Is 6 times a day too many to visit a favorite patient who isn’t on your caseload?

Nurses General Nursing

Updated:   Published

About 4 years ago, I started as a part time nurse in a LTC/Rehab facility. Since then, I’ve moved on to full time nurse, interim nurse manager and now, full time manager. Over the past 4 years, I’ve had the pleasure of working with one lady that I’ve always had a connection with. I used to spend 2 hours getting her to bed, including giving her a nightly foot soak. On Sundays, we used to pray together with Eucharistic Minister that would visit our facility.

Because of the COVID pandemic, they have rearranged patients. Thus, she is no longer assigned to my case load as she is now on another unit. The other staff members and manager do not give her the same amount of attention. She will only eat and drink for me, and is now on hospice. She has no family in her life. Now that she’s dying, I want to spend as much time with her as possible regardless of whose patient she is. I try and always plan my day to start and end with a visit to her, along with four other visits. Because of my dedication to her care, I find myself getting irritated when patients on my unit take up time I’d rather be with her. These patients have family, are not dying and are overall annoying. I even got involved with repositioning the resident and taking her vital signs when a care conference for a different patient was occurring. However, if I do not make regular visits to this lady, she won’t get the attention she needs.

I am just wondering if 6 visits a day is too many? Also, anyone else experience increased dedication when they find out a favorite one is dying?
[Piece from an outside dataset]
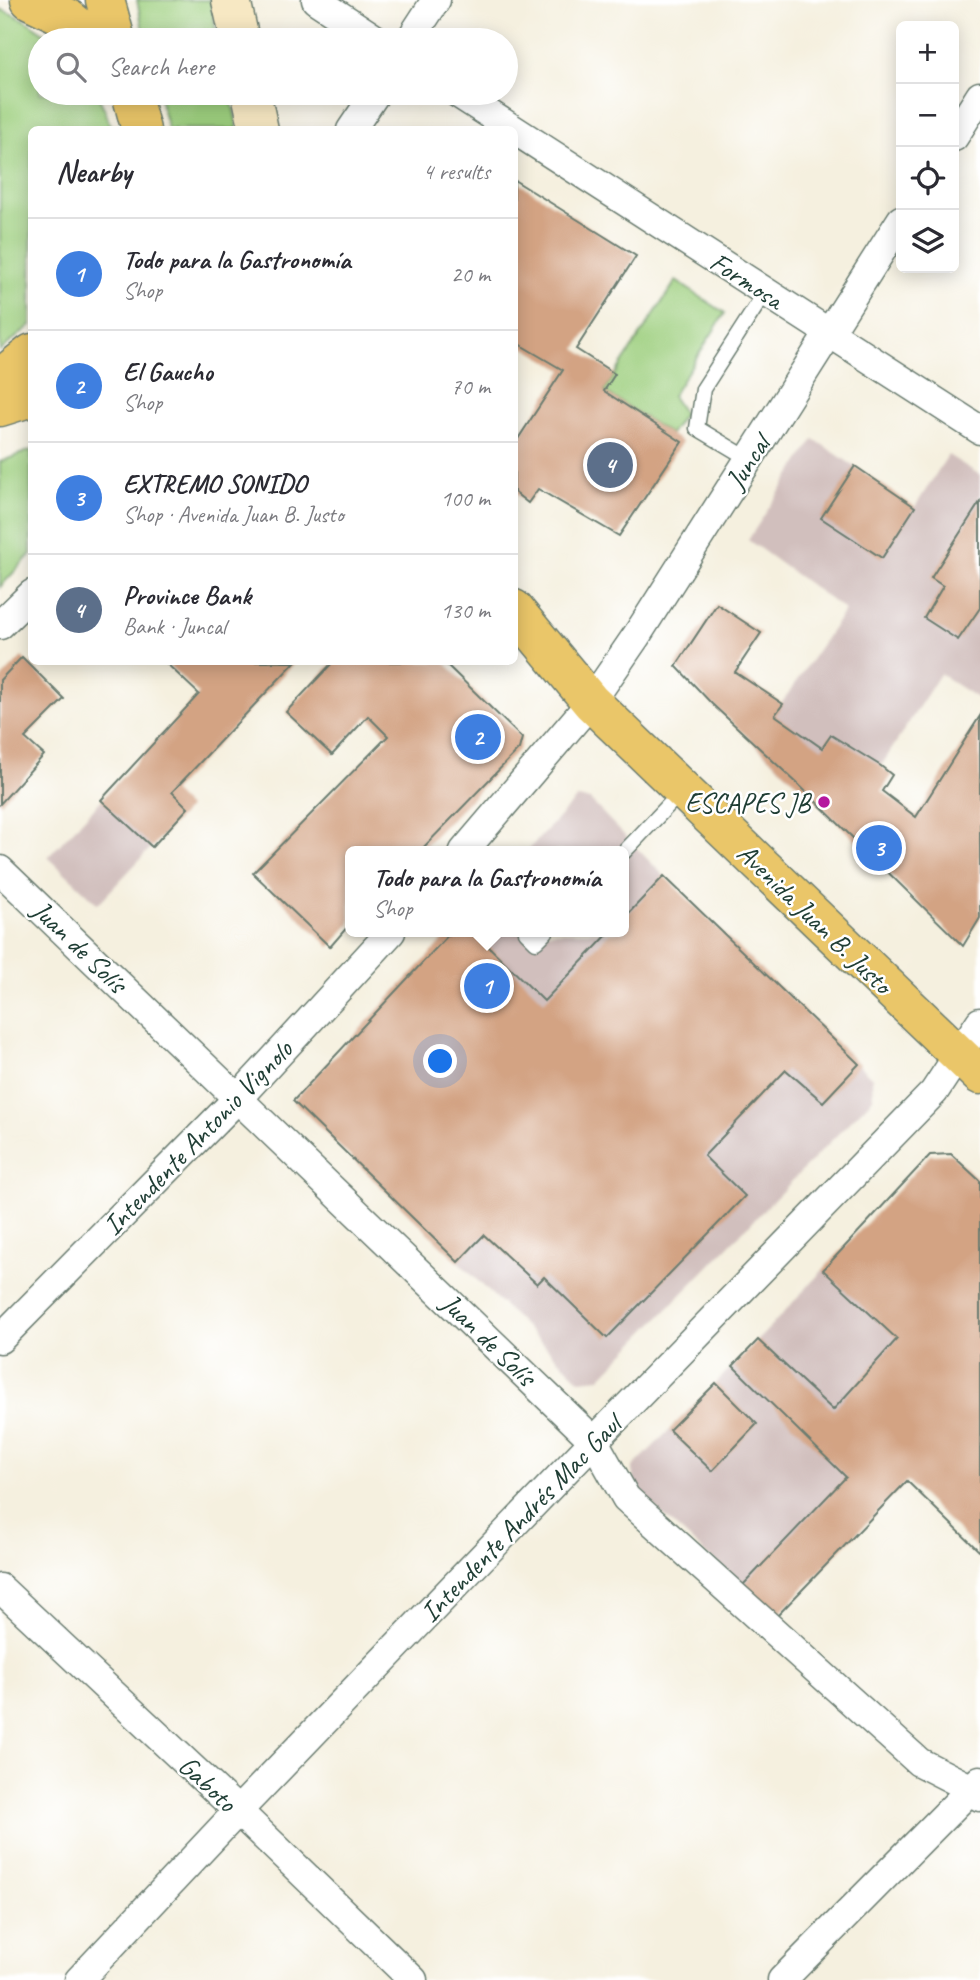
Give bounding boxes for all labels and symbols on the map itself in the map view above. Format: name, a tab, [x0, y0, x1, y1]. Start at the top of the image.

Specializes in Rehab/Nurse Manager.

Because of COVID restrictions, the other manager has taken over for three long term patients I've worked with for a long time. Finding it hard to let them go. Somehow, you don't develop the same connections with the short term rehab patients

Specializes in ICU, LTACH, Internal Medicine.
On 6/12/2020 at 8:49 PM, Kooky Korky said:

Is it so totally verboten, so awful to "fall for" a patient? especially one who is all alone?

It is never verboten to care for a patient while remaining what you are: a professional doing what you are there for professionally.

We can and, IMH(umble)O, must preserve a human touch and emotions in the world of totally "professionalized" medicine. This is one of the things which, at every level, defines nursing as a separate profession, not a part of "biomedical science". But getting involved in care for someone for whom you are not supposed to care can be brought up as HIPAA violation. Providing bedside care for someone you are supposed to function in different role can be named "violation of scope of practice". Both are strictly verboten.

I just cannot imagine how a nurse with 20+ residents to care for can spend 1/6 of her work shift for a foot soak for just one of them. Really... just, technically, how to do it without tuning up personal time squeezer or without simply letting everything else just go by as it might?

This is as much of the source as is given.